/---

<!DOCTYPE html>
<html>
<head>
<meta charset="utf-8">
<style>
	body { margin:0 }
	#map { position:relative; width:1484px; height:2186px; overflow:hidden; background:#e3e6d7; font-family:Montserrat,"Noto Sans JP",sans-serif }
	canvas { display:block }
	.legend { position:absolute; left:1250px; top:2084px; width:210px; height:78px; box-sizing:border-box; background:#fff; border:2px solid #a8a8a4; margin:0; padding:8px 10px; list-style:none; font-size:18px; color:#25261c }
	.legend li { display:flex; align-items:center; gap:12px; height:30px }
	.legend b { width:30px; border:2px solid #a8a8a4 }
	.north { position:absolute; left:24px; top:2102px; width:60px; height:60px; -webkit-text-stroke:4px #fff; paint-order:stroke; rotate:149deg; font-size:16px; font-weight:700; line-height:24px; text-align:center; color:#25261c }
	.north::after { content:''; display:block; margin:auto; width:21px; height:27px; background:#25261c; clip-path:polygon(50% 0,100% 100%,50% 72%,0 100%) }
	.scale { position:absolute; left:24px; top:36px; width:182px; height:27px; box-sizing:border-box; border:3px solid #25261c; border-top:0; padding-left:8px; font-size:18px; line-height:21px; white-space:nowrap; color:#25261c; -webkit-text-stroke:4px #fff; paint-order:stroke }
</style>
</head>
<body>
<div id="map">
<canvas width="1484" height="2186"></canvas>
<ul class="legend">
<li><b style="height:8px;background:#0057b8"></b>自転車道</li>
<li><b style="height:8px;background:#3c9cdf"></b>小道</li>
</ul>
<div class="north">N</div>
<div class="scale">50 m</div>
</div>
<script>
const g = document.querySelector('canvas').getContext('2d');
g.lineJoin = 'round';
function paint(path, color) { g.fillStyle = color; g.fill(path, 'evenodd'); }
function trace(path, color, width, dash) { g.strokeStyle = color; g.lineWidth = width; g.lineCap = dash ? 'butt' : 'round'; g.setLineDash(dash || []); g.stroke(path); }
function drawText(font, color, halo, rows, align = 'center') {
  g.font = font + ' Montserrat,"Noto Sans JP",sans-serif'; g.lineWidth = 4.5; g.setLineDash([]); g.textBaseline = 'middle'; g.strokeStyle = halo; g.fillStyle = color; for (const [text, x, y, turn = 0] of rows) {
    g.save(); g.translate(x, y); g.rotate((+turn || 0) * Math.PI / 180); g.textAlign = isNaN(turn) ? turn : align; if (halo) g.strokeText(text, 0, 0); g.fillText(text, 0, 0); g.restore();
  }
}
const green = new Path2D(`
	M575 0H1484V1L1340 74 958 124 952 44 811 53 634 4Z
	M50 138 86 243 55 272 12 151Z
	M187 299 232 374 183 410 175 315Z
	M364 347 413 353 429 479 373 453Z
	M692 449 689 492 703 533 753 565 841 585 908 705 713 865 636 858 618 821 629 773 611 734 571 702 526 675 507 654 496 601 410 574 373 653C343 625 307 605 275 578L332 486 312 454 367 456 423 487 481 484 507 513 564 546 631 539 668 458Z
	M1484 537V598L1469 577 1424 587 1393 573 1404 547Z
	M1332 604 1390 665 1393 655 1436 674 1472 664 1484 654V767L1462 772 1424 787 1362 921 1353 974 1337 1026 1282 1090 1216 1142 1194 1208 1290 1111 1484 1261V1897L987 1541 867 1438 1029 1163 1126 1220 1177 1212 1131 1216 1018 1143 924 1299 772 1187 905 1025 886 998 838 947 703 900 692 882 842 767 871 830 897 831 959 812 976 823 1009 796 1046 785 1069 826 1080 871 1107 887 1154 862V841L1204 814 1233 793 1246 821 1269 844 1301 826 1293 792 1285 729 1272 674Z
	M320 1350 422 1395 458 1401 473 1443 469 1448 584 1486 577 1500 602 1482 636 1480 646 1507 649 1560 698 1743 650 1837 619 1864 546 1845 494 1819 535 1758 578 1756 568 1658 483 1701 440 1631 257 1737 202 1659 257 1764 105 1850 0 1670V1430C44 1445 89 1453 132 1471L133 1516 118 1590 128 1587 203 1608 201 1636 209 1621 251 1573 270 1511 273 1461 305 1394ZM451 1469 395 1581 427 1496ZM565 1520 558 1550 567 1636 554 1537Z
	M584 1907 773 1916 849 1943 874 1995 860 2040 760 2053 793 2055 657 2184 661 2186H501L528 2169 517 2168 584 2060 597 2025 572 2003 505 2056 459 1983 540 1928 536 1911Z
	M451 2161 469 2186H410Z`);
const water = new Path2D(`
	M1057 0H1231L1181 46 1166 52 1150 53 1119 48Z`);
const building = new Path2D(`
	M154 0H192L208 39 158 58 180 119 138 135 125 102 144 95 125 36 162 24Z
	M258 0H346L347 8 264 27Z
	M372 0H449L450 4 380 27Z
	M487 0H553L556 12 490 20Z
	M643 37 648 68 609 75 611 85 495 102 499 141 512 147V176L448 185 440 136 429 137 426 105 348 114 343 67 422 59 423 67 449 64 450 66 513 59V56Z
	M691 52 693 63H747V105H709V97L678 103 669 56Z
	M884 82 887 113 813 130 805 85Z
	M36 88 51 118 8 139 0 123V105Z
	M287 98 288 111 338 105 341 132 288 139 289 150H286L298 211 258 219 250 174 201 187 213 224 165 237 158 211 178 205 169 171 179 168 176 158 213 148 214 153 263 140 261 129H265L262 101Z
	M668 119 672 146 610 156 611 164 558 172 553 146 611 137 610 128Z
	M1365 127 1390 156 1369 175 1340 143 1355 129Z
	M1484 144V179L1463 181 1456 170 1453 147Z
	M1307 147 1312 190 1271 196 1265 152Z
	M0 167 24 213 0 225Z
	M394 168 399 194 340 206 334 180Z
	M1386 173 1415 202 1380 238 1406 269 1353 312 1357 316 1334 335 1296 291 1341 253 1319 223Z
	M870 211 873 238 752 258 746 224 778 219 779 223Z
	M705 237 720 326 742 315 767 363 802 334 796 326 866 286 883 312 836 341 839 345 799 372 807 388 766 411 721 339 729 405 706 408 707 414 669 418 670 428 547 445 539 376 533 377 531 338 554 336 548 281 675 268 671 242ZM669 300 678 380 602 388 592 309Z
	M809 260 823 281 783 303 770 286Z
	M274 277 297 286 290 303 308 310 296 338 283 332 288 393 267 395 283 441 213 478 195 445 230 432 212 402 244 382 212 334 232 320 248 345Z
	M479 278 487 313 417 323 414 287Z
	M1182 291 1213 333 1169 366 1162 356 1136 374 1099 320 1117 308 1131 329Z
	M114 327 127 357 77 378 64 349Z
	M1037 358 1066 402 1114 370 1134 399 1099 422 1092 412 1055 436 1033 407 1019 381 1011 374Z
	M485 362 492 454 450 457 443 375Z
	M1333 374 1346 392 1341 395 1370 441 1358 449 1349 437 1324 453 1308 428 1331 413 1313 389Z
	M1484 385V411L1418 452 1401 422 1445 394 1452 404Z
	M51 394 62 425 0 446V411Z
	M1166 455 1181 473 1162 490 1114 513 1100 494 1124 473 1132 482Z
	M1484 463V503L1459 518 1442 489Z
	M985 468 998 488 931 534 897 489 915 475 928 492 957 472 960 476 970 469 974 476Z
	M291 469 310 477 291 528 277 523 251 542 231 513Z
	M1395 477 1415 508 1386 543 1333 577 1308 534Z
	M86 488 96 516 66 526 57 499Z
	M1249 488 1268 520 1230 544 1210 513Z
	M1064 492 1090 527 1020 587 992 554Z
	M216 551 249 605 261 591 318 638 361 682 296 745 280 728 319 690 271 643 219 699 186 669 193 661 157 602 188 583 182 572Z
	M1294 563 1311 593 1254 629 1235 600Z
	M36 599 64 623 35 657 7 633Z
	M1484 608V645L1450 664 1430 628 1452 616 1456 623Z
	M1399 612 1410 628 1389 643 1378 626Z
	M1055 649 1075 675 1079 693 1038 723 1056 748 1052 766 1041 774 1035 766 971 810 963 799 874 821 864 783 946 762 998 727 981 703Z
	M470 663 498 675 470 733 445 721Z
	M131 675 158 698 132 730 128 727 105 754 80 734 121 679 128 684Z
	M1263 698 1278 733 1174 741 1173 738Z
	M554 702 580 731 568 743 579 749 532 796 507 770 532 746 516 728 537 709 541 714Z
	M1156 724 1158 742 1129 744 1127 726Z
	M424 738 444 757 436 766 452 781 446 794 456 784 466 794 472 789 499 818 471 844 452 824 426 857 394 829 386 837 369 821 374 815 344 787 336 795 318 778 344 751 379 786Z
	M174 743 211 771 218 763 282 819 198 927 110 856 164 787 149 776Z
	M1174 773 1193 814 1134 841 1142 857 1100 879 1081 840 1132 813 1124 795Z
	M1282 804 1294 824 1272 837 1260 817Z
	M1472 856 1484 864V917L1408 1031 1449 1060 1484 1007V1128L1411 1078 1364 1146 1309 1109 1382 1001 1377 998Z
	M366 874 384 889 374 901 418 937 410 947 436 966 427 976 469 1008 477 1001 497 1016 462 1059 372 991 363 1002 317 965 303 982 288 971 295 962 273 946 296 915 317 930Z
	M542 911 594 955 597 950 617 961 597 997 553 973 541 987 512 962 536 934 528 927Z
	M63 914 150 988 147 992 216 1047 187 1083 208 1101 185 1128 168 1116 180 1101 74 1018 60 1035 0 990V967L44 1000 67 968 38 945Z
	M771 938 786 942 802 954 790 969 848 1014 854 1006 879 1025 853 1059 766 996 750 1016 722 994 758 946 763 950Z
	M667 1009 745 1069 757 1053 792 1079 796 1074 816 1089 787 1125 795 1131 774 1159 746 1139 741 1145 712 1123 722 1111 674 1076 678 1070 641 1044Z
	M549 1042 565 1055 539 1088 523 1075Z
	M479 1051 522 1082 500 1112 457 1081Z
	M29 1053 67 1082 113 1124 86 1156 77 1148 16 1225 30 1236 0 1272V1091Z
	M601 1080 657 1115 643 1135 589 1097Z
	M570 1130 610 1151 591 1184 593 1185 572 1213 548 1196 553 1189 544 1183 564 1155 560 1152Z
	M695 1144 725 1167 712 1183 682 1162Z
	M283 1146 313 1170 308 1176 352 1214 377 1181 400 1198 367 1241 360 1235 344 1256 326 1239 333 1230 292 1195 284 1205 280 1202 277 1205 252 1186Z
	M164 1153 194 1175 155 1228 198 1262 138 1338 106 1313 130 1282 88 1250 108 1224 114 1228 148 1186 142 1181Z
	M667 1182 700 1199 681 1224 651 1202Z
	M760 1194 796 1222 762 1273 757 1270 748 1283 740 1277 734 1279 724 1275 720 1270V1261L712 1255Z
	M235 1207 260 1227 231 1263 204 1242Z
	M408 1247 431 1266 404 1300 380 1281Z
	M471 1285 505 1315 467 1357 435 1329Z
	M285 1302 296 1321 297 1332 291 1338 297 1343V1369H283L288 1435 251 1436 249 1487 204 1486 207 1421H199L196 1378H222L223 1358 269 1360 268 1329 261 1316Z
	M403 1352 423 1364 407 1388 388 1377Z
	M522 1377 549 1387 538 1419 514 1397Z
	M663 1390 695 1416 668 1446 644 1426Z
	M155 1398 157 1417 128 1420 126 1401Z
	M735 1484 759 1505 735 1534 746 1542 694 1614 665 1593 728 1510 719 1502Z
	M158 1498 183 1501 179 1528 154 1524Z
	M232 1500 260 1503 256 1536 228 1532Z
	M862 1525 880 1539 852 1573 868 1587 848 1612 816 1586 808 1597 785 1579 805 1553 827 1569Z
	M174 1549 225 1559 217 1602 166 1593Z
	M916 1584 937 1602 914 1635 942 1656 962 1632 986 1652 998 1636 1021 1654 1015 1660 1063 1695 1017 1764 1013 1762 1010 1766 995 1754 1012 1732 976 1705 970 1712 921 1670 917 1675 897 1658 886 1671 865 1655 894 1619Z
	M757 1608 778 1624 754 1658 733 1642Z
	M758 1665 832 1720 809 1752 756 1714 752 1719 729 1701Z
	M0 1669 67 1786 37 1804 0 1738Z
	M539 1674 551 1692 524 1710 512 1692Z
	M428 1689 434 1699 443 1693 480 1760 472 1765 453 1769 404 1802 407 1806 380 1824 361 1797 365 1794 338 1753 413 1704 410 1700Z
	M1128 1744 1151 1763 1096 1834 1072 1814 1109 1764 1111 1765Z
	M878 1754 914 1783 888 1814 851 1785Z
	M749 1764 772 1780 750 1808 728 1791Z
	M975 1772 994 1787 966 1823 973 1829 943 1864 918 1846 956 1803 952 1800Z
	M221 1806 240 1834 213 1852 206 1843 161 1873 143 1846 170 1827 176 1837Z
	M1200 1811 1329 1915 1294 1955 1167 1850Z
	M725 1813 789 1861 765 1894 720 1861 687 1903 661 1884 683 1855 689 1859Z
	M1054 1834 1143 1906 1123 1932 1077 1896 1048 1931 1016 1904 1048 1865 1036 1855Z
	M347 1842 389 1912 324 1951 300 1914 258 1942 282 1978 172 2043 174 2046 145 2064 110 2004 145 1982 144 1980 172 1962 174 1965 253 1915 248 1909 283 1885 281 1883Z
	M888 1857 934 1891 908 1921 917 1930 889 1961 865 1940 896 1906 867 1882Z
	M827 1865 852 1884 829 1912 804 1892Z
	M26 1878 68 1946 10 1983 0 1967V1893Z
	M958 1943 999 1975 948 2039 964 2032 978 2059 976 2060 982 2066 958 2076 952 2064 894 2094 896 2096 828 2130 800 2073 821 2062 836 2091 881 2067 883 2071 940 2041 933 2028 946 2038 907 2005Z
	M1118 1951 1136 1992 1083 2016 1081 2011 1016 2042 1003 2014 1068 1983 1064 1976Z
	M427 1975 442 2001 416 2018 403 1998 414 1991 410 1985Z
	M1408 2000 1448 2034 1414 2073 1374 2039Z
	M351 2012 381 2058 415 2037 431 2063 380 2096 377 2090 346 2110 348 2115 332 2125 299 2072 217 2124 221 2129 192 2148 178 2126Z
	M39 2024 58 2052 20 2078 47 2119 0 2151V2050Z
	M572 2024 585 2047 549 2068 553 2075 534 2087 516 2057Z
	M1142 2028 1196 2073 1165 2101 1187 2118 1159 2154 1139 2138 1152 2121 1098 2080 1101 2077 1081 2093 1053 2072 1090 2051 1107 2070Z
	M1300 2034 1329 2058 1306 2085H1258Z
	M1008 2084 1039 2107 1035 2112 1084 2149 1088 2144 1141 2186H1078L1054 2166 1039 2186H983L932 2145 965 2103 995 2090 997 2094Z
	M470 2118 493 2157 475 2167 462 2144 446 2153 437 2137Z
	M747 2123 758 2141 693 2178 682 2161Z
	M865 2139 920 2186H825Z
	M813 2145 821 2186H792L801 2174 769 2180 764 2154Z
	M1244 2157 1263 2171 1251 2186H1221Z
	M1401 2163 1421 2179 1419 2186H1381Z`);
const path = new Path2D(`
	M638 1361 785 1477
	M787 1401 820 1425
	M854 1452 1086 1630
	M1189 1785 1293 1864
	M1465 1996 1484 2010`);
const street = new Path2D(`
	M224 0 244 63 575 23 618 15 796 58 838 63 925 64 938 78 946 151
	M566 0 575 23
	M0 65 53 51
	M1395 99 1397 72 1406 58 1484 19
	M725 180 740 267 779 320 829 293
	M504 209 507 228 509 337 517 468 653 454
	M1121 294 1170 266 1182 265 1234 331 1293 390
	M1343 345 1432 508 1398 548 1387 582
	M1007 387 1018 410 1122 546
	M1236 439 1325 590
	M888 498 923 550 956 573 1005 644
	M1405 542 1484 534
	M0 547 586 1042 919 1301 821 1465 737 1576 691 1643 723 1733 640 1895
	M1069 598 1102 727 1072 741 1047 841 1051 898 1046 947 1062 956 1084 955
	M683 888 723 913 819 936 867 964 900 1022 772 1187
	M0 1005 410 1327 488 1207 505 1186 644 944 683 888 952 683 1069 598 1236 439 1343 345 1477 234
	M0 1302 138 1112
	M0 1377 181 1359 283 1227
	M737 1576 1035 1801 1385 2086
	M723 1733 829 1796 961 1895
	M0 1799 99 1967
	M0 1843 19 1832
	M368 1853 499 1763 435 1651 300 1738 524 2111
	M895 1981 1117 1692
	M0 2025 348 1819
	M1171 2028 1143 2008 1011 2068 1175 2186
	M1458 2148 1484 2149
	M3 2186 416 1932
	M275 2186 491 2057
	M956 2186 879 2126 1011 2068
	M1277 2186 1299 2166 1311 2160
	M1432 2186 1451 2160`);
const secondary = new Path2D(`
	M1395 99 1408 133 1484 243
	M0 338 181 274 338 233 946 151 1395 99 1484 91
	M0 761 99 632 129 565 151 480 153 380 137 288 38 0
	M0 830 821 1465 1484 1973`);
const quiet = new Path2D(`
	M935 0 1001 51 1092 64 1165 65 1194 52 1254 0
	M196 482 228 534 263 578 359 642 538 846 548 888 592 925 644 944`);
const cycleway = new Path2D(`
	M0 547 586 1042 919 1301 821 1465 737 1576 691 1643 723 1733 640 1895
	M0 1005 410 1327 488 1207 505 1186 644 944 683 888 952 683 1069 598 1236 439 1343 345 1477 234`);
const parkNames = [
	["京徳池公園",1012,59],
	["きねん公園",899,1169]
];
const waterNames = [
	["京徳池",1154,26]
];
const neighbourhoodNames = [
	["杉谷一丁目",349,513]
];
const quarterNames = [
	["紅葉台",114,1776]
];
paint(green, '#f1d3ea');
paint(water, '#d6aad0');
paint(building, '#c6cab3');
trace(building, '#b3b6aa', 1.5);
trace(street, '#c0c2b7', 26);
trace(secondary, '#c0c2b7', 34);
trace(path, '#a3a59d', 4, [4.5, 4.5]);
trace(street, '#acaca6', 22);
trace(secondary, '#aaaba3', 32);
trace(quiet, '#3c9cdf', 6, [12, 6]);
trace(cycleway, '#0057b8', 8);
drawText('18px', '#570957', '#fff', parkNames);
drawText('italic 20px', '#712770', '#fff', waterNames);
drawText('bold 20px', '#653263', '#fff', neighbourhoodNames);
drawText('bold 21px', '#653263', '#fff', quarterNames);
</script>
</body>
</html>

\---

Whenever the string "lineWidth" shows up in a line of the records, copy that line.

--- Expected answer ---
function trace(path, color, width, dash) { g.strokeStyle = color; g.lineWidth = width; g.lineCap = dash ? 'butt' : 'round'; g.setLineDash(dash || []); g.stroke(path); }
  g.font = font + ' Montserrat,"Noto Sans JP",sans-serif'; g.lineWidth = 4.5; g.setLineDash([]); g.textBaseline = 'middle'; g.strokeStyle = halo; g.fillStyle = color; for (const [text, x, y, turn = 0] of rows) {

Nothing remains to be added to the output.